Great Gathering Place
Jacqueline Dreager
Jacqueline Dreager’s work for Wardlow Station, Great Gathering Place, takes its title from Puvunga, the Chumash name for this area. Known as a meeting place even before the first European settlers arrived, the area continues to be worthy of its earliest name. Historically, the neighborhood has been one where families settled to make homes and futures for themselves. Today, the community is still characterized by many single-family homes—places where the California dream is still being realized.

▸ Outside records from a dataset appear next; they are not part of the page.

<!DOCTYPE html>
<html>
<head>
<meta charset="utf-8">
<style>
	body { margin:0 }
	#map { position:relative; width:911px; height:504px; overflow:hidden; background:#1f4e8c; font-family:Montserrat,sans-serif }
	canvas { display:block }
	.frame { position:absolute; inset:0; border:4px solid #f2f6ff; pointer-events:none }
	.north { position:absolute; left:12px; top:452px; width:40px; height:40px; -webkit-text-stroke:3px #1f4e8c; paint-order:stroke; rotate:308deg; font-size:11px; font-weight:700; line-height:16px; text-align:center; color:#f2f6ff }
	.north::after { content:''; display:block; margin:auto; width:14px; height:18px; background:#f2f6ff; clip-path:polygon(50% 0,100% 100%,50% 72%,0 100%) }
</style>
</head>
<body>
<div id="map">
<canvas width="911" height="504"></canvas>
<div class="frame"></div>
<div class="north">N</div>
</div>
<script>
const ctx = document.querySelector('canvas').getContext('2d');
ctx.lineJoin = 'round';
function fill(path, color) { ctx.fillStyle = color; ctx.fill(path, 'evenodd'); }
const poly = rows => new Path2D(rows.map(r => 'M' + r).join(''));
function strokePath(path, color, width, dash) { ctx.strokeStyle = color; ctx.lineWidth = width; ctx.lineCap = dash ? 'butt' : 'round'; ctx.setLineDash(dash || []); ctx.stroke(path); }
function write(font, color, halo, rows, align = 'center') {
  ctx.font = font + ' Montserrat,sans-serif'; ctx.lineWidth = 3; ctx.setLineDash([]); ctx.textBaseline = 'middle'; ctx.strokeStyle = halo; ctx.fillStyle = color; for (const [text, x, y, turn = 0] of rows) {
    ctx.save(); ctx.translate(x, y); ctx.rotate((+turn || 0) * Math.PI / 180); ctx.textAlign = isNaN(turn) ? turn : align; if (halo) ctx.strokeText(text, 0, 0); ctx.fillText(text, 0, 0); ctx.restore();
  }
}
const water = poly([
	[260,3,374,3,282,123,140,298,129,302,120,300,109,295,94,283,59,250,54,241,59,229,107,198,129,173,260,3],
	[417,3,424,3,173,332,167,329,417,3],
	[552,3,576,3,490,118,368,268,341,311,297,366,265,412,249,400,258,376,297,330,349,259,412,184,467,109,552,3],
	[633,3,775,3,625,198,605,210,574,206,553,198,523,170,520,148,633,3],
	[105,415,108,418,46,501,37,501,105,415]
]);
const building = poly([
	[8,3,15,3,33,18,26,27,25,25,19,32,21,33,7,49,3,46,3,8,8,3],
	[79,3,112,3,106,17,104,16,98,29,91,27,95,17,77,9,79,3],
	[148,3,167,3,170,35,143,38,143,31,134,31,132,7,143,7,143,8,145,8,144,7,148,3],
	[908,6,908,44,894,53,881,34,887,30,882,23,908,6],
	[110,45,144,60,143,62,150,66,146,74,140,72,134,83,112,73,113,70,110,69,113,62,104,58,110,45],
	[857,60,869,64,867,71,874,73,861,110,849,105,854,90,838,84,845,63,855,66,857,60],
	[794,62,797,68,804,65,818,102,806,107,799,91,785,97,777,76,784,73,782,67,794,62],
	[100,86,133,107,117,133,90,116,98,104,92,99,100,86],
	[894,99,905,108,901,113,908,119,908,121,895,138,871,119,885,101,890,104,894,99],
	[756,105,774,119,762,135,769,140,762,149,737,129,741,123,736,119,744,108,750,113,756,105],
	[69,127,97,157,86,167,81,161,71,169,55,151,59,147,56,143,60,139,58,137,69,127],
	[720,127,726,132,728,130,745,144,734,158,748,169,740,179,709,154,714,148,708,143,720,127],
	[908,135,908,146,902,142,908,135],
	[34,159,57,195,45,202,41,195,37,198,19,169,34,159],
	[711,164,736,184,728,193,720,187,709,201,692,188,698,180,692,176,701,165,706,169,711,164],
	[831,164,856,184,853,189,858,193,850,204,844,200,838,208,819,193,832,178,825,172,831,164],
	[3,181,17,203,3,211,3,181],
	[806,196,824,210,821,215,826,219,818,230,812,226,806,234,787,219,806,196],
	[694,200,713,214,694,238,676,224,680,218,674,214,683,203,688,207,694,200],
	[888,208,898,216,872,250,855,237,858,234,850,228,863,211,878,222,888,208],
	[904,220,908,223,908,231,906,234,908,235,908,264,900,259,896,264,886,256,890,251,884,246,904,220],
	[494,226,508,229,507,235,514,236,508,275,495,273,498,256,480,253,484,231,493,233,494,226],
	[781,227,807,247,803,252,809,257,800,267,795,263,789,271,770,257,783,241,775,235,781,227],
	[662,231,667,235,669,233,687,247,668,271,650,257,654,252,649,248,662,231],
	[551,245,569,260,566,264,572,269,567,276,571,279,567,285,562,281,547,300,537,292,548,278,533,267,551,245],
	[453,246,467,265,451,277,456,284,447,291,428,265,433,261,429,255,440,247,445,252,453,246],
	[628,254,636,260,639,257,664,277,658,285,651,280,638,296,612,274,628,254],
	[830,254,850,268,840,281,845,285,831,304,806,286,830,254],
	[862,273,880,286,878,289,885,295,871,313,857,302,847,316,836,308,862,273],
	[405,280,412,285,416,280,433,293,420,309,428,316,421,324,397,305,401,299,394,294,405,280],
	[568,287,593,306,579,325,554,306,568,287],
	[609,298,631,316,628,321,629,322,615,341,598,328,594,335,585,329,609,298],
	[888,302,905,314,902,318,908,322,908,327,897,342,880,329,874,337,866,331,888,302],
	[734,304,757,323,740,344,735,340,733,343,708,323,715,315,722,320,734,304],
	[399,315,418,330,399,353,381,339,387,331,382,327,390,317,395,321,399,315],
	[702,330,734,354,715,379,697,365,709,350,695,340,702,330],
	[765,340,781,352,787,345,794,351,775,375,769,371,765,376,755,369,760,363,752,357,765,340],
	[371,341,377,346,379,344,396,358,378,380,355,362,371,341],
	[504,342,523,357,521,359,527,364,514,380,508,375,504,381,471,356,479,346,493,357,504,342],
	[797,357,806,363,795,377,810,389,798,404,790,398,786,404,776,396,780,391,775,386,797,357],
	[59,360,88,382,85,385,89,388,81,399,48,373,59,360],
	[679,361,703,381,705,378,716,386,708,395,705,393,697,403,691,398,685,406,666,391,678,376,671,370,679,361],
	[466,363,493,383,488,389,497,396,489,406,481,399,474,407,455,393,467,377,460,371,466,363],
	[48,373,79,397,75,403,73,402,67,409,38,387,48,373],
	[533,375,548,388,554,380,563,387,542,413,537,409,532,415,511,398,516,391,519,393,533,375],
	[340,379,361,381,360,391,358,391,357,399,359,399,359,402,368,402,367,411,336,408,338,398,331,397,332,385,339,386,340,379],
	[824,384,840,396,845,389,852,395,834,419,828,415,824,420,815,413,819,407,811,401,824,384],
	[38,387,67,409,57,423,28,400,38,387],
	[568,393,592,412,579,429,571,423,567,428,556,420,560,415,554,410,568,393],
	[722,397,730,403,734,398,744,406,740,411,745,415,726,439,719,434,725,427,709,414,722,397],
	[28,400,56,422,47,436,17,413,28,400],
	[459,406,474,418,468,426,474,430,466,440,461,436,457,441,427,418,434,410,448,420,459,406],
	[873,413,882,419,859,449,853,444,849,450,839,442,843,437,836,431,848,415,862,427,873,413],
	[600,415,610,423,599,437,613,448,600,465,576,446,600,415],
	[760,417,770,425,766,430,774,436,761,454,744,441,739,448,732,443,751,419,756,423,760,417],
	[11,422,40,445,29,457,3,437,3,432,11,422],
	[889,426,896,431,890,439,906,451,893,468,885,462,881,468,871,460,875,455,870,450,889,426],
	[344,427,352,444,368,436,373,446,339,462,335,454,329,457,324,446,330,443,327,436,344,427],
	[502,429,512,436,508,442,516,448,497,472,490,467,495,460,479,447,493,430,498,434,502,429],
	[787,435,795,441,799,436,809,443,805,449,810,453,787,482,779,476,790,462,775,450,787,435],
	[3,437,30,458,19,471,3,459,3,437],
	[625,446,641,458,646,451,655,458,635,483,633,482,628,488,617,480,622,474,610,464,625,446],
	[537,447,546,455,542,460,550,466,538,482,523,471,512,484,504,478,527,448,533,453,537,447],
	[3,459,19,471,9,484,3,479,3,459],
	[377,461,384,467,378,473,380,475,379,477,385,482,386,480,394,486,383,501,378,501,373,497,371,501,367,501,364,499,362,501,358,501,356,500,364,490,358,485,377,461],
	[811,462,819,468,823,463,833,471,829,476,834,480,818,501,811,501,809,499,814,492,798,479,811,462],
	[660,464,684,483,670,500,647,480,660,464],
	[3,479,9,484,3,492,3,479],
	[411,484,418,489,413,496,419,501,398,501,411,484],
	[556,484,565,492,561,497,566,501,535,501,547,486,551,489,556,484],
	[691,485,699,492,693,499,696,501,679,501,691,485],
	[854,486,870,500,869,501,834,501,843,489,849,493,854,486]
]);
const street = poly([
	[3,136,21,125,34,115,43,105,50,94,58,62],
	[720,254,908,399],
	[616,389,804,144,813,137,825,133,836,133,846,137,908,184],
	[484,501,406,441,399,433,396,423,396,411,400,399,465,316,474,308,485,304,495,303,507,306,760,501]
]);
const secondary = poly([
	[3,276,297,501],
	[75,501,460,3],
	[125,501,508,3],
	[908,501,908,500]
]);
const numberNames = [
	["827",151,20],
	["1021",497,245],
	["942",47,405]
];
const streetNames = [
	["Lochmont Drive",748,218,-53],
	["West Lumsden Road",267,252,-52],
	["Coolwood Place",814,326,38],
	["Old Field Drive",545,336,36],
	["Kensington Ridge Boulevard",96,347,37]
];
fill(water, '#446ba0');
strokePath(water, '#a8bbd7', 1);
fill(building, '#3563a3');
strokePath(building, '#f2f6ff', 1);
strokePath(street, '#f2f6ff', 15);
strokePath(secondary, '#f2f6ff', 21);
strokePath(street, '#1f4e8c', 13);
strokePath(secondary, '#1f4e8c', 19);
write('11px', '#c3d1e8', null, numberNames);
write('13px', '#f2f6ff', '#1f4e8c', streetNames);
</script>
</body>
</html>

Set at the station entrance, the component Universal Sundial was inspired by the Jotham Bixby sundial at nearby Rancho Los Cerritos. A symbol for Dreager of the quiet and serenity of her own home and garden, the sundial is also a reminder of our place on the planet and in the solar system. For Dreager, as for many, home is the center of the universe. The sundial installation also includes a Wallace Stevens poem, “Planet on the Table.” Stools around the sundial were formed in cast-concrete from an old aircraft nosecone found in a local salvage yard, and are a reference to the area’s first flying field.
Continuing the cosmic motif, an etched glass disk has been installed in one of the station pylons with an image of Saturn, as seen from the Explorer spacecraft.
Jacqueline says that, “I believe that my work is some of the most abstract on the entire A Line (Blue). There are many associations that can be made in my work…planets, seed pods, capsules or just formal structures. It was a challenge to bridge the gap between studio and station.”